The menu was swiftly delivered to our table once we secured a booth up the back. We read through the alluring list of breakfast and lunch options available all day. It was a combo of Kiwi favourites - think eggs benedict ($18), steak and fries ($24) and a low-carb brekkie option ($19) but with a European flair. There were plenty of well-signposted gluten-free and vegetarian options, too.

The look was rustic; wooden and warm, with charming blue and white decor. There were a couple of tables out the front for trying to capture spring sun. Nearly every seat was full when we visited. We snagged a booth up the back but obviously this eatery on bustling Remuera Rd is a favourite.

The food arrived at our table quick-smart, which we appreciated as we didn’t have time to linger too long. The crispy polenta squid with roasted lemon, pickled cucumber and green salad ($18) delivered just as the menu promised. We also thought it would be rude not to pick a traditional French sandwich and the croque monsieur ($14) on beautiful buttered crusty bread. With just the right amount of ham and a glossy bechamel coating, turned out to be the star of the brunch for me.

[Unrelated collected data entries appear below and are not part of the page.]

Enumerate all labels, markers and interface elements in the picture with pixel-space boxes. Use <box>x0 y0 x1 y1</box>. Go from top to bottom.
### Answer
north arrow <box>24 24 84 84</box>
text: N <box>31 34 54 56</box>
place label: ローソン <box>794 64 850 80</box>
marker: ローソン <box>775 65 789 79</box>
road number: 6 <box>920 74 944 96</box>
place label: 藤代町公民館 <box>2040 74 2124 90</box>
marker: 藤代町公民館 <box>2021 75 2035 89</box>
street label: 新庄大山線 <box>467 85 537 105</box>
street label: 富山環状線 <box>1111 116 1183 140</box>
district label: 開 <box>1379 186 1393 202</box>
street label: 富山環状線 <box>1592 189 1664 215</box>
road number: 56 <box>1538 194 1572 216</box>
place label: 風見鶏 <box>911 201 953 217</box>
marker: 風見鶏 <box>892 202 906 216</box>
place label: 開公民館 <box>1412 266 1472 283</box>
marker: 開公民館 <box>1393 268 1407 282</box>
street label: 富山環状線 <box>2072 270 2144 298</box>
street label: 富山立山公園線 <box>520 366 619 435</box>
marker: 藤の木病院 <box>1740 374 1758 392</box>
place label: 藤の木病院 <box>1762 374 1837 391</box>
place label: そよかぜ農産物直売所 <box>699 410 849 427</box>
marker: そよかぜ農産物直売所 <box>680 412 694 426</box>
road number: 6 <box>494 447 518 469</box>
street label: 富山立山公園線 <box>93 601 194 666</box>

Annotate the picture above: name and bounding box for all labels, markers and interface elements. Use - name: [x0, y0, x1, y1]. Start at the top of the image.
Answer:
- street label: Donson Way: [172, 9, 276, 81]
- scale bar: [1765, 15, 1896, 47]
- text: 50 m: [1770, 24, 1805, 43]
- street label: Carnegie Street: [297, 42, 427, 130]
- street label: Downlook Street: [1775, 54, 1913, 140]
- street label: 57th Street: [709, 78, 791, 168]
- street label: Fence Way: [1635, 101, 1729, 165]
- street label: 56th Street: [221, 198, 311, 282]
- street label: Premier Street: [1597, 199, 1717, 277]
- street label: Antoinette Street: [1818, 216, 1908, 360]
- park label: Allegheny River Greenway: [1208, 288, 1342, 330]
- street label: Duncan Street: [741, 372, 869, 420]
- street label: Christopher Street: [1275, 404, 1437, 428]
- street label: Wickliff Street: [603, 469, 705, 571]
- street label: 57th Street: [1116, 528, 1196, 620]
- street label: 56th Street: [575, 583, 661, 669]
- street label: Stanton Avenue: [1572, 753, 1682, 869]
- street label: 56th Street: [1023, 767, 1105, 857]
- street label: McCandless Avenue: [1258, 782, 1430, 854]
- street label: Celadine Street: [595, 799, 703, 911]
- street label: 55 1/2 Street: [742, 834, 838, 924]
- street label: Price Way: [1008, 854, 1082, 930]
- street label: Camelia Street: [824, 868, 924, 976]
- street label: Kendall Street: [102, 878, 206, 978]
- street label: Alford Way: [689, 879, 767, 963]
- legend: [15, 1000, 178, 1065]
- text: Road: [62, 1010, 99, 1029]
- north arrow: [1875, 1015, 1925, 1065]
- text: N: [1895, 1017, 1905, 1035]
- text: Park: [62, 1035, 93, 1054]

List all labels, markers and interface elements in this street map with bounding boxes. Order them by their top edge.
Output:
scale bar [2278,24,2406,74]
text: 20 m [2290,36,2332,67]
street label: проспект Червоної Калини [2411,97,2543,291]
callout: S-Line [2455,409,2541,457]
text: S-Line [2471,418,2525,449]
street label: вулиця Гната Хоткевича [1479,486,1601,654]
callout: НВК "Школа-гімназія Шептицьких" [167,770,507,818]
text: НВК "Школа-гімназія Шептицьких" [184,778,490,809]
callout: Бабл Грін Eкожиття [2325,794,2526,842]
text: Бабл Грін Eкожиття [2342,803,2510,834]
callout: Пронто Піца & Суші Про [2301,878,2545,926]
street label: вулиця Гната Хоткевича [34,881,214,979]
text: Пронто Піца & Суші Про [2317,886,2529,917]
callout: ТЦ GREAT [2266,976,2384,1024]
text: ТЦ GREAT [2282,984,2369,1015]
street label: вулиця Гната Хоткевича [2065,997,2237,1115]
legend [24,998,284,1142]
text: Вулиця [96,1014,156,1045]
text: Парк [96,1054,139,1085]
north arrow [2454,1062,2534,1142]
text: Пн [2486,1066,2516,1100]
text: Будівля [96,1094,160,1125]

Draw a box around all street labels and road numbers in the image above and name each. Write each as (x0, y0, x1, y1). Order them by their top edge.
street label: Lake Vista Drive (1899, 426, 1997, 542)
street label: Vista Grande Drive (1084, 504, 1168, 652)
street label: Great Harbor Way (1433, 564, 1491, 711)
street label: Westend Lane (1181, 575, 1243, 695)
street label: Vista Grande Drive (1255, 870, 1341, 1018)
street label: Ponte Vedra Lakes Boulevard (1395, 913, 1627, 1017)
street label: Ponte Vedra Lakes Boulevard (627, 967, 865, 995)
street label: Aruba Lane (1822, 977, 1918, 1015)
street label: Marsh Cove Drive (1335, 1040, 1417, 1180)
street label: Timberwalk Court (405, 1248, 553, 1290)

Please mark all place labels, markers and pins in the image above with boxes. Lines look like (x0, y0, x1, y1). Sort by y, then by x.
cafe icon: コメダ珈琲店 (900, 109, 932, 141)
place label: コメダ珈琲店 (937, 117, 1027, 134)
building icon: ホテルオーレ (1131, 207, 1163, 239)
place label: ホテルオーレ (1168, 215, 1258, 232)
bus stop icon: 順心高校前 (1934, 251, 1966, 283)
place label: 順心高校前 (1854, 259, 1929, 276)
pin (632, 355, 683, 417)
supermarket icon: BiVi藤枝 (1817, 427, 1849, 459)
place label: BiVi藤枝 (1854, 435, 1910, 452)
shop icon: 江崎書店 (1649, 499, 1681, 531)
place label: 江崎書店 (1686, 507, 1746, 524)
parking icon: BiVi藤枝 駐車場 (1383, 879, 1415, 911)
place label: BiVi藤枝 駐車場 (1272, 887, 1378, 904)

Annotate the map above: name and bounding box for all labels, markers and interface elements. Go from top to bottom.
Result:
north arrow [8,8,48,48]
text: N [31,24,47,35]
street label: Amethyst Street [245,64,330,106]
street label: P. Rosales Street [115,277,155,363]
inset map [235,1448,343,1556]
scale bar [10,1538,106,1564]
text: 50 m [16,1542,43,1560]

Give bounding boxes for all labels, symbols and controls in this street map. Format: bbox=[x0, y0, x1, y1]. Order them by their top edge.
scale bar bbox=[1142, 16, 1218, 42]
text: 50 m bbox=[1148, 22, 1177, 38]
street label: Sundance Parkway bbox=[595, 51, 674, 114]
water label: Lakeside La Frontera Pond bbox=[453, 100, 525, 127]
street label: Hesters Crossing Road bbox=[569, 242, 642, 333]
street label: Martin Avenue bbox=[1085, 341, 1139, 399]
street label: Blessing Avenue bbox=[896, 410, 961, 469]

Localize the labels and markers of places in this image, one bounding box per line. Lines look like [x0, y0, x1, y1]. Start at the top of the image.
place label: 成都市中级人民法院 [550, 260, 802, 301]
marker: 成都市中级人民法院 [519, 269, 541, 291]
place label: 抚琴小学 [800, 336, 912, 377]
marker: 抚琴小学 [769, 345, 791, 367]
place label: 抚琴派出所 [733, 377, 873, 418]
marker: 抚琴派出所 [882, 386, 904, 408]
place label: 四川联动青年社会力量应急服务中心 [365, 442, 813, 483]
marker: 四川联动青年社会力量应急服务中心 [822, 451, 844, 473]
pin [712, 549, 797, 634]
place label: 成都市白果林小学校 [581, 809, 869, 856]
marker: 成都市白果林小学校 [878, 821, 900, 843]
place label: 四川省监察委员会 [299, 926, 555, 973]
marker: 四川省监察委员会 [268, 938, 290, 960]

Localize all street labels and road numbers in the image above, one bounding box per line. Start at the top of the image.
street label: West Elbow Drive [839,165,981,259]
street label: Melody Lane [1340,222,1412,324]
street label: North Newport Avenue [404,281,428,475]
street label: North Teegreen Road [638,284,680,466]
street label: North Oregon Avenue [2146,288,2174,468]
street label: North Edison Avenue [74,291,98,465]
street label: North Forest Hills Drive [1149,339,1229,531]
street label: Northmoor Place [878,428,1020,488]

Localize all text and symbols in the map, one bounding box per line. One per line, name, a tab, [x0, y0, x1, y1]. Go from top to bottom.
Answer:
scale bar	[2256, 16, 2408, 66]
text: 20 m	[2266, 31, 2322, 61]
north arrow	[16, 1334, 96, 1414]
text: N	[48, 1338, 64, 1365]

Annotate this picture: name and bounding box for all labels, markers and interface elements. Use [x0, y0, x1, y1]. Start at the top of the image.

The coffee was milky and warm, just as I’d ordered in my trim latte that morning. My dining companion picked a gorgeous purple, thick berry smoothie and sang its fruity praise.

The service was good upon entry but as more and more patrons flooded in towards lunch hour the smiling staff were far more stretched. Understandable, but it made the end of our meal feel a bit rushed.

Overall we’re still thinking about that croque monsieur and coffee. Book yourself a table and settle in.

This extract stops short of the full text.